AFAIK you do do not have declare overseas income whether it has been received or not in UAE. As long as you are a resident in UAE and do not spend more than 183 days in UK, then you are not liable for income taxes in UK unless they have been earned locally within UK, e.g. rental income.


----------



## Stevesolar (Dec 21, 2012)

Hi,
As far as i know - if you move to UAE and then get agreement with HMRC that you are not resident for tax purposes - you could then live and work in UAE as well as send your Paypal balances to a 
UK bank account.
After all - this is in effect, the same as walking into a UAE money exchange with a wad of dirhams and getting that converted & electronically transferred to a UK account.
The key to all this is establishing without doubt that you are non resident for tax purposes - then keeping this status.
Of course - this is just my opinion and you need to get professional advice from a suitably qualified ( and insured!) expert.
Best of luck
Steve


----------



## Mr Rossi (May 16, 2009)

You can only withdraw $500 per day and that's only to a card that will accept it, many of the banks here eg HSBC don't. Costs around $5 if I remember.

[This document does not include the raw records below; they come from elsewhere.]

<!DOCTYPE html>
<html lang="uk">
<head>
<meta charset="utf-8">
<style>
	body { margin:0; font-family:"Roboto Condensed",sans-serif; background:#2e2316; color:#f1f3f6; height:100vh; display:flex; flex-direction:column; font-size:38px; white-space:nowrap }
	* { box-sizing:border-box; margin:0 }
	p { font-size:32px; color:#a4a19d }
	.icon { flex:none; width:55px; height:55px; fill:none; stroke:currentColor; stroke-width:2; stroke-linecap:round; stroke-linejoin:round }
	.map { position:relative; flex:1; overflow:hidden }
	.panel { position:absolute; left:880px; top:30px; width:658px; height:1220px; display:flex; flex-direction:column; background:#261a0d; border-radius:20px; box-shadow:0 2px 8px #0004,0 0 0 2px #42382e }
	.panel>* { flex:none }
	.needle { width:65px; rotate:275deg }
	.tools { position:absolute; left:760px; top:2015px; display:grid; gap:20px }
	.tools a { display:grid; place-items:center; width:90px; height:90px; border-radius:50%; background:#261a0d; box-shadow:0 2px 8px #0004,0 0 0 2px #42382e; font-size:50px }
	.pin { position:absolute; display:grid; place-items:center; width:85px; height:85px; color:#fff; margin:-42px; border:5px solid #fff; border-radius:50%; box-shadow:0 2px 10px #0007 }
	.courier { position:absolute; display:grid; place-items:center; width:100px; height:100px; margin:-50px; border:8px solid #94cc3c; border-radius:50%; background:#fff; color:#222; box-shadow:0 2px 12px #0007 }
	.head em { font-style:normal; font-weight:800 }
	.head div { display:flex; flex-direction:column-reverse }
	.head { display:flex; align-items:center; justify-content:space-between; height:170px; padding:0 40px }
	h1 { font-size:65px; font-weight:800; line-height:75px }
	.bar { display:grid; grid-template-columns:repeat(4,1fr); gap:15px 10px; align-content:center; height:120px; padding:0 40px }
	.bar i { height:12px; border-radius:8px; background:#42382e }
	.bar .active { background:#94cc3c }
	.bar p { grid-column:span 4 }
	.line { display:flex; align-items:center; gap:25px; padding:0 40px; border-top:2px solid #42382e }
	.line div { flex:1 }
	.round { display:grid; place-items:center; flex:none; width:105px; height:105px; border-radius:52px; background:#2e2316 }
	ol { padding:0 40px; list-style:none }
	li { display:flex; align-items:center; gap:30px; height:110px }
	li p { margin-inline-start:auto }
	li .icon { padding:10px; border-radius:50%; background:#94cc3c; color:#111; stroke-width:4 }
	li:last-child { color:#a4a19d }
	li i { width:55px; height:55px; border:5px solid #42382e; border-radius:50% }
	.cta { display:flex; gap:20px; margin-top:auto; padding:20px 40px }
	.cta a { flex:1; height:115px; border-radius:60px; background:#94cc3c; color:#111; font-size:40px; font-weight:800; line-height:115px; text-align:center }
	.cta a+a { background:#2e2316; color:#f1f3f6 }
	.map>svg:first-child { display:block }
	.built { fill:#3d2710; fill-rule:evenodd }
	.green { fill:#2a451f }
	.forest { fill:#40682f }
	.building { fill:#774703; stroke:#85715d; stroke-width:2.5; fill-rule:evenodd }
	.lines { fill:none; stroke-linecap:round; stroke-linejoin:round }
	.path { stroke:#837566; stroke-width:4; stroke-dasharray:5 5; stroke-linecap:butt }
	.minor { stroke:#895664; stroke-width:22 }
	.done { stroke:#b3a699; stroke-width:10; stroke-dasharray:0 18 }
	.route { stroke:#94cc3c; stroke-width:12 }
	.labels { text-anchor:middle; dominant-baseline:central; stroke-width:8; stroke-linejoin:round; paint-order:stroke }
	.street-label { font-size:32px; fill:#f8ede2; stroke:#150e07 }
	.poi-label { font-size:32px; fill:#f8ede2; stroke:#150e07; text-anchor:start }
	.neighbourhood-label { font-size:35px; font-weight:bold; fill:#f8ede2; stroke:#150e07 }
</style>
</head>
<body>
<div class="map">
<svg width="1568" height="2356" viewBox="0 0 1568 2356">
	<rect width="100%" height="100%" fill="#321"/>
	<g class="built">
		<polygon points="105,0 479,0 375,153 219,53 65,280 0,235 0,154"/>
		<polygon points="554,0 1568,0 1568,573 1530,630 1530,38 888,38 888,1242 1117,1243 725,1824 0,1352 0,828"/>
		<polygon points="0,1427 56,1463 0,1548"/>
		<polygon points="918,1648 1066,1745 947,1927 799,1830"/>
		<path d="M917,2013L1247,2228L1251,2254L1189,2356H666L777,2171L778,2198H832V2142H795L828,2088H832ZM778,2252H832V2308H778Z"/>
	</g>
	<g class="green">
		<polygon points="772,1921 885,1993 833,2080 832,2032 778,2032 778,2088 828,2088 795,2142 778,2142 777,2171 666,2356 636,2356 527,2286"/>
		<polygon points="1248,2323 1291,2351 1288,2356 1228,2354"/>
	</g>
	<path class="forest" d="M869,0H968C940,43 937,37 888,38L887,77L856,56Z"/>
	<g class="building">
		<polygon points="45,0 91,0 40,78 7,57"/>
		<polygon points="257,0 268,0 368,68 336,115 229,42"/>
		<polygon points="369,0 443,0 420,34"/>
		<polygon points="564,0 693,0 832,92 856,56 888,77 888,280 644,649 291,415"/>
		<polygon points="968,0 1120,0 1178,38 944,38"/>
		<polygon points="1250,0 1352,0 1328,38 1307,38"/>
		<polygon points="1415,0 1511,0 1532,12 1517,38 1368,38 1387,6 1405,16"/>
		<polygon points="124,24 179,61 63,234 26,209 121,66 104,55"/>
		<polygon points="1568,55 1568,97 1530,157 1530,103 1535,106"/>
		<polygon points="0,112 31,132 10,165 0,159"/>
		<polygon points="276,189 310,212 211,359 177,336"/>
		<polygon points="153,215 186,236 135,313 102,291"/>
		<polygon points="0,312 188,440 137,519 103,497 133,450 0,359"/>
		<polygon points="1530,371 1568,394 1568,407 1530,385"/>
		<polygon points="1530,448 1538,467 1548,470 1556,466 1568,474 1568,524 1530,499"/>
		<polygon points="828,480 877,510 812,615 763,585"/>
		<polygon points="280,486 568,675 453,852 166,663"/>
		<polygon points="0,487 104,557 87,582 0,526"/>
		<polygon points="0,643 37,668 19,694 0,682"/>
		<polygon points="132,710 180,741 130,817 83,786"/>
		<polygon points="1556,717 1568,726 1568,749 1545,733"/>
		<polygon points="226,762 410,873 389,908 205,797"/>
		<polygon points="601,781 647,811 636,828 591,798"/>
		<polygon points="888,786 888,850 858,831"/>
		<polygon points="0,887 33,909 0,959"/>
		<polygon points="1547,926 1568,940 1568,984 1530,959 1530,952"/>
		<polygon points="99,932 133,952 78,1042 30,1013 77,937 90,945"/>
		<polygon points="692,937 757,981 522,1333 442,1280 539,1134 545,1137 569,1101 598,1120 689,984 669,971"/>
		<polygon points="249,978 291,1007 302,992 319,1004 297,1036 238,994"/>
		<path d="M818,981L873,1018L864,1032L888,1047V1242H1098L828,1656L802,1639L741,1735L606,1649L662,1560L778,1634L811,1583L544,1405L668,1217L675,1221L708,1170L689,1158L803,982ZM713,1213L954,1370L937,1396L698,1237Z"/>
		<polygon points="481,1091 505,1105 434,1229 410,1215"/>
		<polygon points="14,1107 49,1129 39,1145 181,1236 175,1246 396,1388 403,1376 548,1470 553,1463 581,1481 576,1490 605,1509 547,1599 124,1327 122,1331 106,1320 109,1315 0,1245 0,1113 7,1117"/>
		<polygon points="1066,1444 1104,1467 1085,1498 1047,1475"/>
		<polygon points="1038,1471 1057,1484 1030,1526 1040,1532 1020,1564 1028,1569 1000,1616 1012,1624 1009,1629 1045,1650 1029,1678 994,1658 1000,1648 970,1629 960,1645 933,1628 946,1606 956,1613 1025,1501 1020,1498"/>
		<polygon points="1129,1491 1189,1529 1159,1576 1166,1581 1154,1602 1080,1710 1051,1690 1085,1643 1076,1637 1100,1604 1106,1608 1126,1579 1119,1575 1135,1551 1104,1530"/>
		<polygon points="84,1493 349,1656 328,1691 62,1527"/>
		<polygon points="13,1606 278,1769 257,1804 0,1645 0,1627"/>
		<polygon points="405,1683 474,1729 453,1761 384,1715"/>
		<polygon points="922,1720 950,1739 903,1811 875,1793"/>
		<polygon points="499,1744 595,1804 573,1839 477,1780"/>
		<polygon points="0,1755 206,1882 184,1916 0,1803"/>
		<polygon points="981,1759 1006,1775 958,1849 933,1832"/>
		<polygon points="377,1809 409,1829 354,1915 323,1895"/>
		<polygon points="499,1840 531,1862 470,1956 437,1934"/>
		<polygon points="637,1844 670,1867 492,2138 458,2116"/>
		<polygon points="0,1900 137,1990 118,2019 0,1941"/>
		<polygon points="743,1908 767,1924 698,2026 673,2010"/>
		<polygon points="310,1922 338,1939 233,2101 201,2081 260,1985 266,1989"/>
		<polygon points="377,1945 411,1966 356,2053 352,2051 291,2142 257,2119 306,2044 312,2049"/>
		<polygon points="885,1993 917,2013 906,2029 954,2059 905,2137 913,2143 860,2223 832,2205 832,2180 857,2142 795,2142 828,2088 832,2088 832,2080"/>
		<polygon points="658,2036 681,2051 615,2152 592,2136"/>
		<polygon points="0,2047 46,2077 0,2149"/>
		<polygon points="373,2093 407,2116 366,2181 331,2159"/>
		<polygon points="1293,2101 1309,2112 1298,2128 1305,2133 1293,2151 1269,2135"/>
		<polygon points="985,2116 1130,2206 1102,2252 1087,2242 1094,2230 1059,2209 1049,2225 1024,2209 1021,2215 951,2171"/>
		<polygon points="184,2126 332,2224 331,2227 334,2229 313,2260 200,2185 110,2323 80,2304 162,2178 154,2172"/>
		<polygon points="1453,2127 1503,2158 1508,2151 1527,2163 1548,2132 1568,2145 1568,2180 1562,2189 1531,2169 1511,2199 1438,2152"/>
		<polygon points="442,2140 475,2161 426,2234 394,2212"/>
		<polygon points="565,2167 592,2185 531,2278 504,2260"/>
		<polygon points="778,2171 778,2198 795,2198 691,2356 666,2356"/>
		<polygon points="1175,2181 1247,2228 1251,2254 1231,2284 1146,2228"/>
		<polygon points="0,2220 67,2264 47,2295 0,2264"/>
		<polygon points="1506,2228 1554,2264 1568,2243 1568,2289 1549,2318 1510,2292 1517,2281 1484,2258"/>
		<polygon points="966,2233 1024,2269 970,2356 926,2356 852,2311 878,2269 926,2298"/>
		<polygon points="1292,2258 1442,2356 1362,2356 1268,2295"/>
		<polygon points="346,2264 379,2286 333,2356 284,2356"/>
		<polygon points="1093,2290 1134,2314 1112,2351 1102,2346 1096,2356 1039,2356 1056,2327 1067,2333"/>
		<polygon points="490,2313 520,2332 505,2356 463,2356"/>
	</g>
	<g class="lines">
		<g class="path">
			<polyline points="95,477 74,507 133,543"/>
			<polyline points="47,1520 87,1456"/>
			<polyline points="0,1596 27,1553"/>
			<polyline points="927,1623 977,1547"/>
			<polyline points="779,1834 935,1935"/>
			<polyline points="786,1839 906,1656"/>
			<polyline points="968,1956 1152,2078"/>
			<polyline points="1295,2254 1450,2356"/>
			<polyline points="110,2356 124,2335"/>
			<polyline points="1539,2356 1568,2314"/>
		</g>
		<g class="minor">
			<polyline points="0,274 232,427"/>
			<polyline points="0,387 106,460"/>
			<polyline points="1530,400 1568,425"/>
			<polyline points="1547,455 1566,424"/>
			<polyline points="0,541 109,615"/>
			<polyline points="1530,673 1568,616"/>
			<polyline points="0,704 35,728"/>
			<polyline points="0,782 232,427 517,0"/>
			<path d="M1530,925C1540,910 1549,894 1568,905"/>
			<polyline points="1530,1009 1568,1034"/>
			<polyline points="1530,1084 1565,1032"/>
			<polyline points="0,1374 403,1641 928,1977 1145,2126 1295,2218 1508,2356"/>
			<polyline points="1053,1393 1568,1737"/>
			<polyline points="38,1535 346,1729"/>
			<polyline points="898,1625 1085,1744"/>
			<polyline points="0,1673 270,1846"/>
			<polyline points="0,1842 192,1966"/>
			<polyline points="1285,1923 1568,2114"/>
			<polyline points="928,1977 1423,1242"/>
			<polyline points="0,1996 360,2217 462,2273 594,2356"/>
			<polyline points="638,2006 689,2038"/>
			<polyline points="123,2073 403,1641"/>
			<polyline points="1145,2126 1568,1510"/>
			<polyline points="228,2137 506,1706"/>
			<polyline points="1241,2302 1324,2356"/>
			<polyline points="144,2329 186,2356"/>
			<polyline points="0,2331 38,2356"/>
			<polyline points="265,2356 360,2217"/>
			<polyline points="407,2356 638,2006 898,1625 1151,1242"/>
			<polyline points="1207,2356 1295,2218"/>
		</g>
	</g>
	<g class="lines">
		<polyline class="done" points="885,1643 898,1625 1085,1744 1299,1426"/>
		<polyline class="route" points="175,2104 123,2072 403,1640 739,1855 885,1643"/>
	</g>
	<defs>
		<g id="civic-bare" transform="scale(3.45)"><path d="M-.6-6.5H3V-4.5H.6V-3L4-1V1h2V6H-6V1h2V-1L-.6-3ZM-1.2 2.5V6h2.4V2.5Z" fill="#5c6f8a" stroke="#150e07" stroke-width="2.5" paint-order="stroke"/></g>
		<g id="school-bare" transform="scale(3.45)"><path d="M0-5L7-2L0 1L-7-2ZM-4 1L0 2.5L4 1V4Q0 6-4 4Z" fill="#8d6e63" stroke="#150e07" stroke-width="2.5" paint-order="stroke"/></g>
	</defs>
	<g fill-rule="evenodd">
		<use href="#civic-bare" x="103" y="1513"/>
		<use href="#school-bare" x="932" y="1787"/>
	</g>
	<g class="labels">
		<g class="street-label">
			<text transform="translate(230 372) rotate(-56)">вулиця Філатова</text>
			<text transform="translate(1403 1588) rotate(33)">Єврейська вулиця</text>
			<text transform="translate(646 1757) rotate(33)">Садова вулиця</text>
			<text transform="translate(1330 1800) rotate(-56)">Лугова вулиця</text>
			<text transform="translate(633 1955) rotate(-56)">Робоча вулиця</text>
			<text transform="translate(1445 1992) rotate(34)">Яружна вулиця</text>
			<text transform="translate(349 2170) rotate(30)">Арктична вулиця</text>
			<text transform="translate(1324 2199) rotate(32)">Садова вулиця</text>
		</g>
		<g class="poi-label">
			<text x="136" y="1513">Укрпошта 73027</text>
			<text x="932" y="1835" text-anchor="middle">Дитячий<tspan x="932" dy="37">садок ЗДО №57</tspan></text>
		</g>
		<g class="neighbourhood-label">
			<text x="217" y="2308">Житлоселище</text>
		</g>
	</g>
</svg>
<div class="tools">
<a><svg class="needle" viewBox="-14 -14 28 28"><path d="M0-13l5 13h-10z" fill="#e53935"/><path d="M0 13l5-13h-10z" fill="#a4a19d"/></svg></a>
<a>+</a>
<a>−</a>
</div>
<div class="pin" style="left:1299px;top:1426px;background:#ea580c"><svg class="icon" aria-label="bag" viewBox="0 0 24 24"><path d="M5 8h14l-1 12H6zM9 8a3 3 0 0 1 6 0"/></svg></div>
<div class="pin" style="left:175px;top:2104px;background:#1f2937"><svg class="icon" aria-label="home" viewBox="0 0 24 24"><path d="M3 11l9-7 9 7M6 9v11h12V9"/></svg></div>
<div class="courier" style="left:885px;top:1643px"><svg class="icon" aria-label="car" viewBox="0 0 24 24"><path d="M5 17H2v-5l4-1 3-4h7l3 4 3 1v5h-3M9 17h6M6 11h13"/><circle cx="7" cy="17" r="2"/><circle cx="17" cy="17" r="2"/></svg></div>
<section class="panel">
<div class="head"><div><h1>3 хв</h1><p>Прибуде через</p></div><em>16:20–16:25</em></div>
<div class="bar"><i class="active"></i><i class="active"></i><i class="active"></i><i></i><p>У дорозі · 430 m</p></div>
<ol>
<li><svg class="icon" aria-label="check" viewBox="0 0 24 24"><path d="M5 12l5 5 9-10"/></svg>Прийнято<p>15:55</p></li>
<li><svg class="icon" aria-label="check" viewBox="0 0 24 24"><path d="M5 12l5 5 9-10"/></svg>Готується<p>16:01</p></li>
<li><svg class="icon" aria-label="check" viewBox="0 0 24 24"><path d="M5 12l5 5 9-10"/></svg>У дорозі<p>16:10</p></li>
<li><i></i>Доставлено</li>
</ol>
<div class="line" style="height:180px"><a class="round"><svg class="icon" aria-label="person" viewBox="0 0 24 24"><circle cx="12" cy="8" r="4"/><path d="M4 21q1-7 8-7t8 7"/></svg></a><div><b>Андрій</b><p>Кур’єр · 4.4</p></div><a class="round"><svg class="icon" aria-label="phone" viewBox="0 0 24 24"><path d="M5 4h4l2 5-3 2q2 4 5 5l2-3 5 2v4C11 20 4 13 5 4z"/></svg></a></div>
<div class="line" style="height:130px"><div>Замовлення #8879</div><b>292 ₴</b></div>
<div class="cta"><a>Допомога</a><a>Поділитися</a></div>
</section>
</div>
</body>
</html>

You can't put any money into your PayPal account from a UAE bank account and if anything should go wrong such as your $500 never clearing, you're up the swanny. 

From both PayPals side and you'd be as well signing semaphore in Mandarin for all the help you'll get from the bank.


----------



## mb_miller (Sep 27, 2013)

Hi everyone,
Thanks for your responses, some great info! 

Just to clarify - I run my own small business and deal with people internationally so everyone pretty much pays using PayPal. I would be looking at basing myself in Dubai permanently, returning to the UK for holidays etc. I would ensure that I wasn't a tax resident in the UK and declaring my earnings living in the UAE.

As Mr Rossi mentions it seems a bit of a minefield, that was the main reason I asked about using a foreign bank account rather than a UAE one to withdraw to. As my main source of income would come through PayPal (or a large chunk of it), I really need a foolproof withdrawl process. If anyone has any further tips I'd really appreciate it


----------



## Geordie Jetsetter (Jan 2, 2014)

Pay it into your \UK account and either transfer it to your UAE one or withdraw it using an ATM.

Simples. As a meerkat once said.


----------



## Stevesolar (Dec 21, 2012)

mb_miller said:


> Hi everyone,
> Thanks for your responses, some great info!
> 
> Just to clarify - I run my own small business and deal with people internationally so everyone pretty much pays using PayPal. I would be looking at basing myself in Dubai permanently, returning to the UK for holidays etc. I would ensure that I wasn't a tax resident in the UK and declaring my earnings living in the UAE.
> ...


Hi, 
I used to run a business for around 4 years that collected more than £1000 per day through Paypal. I used to transfer money to my UK bank accounts on a daily basis - without any major problems.
This would still probably be your best bet - then just withdraw cash here through ATM or use banks transfers.
One tip on Paypal that i always did - if i was transferring £1000 on 15th of the month - i would actually transfer £1000.15 i.e the pence amount corresponded to the date.
This made it easier to track and trace the incoming amounts into my bank account and you could easilty spot missing or delayed transfers (often a later transfer would arrive in my bank account before a previously sent one!)
I had a premium business account - the fees were lower.
Hope above helps!
Cheers
Steve


----------



## mb_miller (Sep 27, 2013)

thanks everyone - problem solved


----------



## Felixtoo2 (Jan 16, 2009)

Slight thread drift but when running an EBAY business here how did you get around the problem of the expensive and decidedly unreliable postal service to/from Dubai?


----------



## Noldor (Dec 27, 2014)

Mr Rossi said:


> You can't put any money into your PayPal account from a UAE bank account and if anything should go wrong such as your $500 never clearing, you're up the swanny.


This is not correct I think.
I've been putting money from my RAKbank account to my paypal without a problem, however I'm not able to withdraw to the RAKbank Mastercard and have to use my NBD Visa card for that.


----------